For the word "Avenue", return each line of the data in which it occurs.

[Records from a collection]
--------------------------------
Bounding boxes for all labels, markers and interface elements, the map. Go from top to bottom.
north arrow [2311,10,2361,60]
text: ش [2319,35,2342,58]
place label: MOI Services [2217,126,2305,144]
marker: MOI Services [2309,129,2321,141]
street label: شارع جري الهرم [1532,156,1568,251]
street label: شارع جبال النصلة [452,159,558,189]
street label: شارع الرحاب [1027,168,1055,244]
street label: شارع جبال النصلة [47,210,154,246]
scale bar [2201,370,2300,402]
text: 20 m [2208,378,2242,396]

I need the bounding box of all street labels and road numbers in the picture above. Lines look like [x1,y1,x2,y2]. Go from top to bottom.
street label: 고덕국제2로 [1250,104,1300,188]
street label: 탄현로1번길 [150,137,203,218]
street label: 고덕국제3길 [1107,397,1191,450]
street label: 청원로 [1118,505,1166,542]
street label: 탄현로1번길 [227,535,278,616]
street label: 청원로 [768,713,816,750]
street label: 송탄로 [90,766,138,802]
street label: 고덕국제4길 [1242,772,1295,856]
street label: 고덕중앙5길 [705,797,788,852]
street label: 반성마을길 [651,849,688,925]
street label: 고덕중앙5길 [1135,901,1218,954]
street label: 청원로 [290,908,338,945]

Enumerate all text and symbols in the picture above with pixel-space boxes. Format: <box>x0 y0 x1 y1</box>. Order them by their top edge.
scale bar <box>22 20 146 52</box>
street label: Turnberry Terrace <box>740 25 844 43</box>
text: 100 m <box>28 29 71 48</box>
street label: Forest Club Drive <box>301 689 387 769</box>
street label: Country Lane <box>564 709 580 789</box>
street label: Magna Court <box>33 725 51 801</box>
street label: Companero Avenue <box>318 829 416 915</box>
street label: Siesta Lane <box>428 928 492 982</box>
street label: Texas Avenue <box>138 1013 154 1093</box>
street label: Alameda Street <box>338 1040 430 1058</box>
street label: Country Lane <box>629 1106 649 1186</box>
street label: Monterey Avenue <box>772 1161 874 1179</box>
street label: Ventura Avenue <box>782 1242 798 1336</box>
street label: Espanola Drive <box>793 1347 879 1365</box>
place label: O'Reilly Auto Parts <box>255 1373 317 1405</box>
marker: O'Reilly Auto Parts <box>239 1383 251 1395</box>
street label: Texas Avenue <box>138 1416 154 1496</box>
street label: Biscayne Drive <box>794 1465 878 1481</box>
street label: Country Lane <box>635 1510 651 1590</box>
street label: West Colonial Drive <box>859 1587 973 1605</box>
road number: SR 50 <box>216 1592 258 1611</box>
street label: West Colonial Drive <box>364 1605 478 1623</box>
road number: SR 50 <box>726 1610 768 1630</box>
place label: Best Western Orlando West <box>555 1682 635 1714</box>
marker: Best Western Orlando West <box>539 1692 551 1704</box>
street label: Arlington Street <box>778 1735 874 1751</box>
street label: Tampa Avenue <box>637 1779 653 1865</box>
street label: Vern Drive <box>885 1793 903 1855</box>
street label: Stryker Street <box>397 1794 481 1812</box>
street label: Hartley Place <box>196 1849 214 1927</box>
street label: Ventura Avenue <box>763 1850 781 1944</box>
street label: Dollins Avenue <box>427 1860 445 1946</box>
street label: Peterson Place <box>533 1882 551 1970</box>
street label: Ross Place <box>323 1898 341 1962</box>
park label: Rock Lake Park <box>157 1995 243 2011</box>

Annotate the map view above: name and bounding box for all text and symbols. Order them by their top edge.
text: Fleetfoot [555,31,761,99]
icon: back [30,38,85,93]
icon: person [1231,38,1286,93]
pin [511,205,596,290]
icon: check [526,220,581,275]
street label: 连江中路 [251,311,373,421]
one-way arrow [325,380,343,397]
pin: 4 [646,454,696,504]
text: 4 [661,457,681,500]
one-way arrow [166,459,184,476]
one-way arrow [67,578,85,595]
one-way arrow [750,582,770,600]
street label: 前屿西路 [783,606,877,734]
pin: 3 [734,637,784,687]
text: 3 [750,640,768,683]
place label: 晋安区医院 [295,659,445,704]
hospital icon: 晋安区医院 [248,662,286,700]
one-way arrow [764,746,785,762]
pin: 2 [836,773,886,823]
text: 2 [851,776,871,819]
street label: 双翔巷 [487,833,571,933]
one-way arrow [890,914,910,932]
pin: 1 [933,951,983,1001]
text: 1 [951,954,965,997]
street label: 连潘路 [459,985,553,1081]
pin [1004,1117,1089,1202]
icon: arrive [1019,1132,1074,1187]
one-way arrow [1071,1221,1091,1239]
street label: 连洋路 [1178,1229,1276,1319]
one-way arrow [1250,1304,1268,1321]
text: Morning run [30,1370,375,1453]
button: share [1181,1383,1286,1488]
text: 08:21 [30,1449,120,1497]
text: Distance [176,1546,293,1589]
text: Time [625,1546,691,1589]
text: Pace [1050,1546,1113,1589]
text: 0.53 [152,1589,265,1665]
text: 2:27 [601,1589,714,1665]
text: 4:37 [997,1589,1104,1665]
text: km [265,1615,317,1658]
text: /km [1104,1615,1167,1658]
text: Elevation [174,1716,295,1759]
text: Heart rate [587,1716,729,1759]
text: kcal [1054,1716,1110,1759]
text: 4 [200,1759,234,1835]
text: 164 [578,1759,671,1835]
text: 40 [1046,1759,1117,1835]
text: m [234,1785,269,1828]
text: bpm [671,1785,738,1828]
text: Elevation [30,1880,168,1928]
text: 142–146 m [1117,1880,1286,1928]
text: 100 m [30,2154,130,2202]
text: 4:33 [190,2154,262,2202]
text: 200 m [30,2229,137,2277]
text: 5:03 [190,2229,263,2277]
--------------------------------
▸ Output:
street label: Companero Avenue <box>318 829 416 915</box>
street label: Texas Avenue <box>138 1013 154 1093</box>
street label: Monterey Avenue <box>772 1161 874 1179</box>
street label: Ventura Avenue <box>782 1242 798 1336</box>
street label: Texas Avenue <box>138 1416 154 1496</box>
street label: Tampa Avenue <box>637 1779 653 1865</box>
street label: Ventura Avenue <box>763 1850 781 1944</box>
street label: Dollins Avenue <box>427 1860 445 1946</box>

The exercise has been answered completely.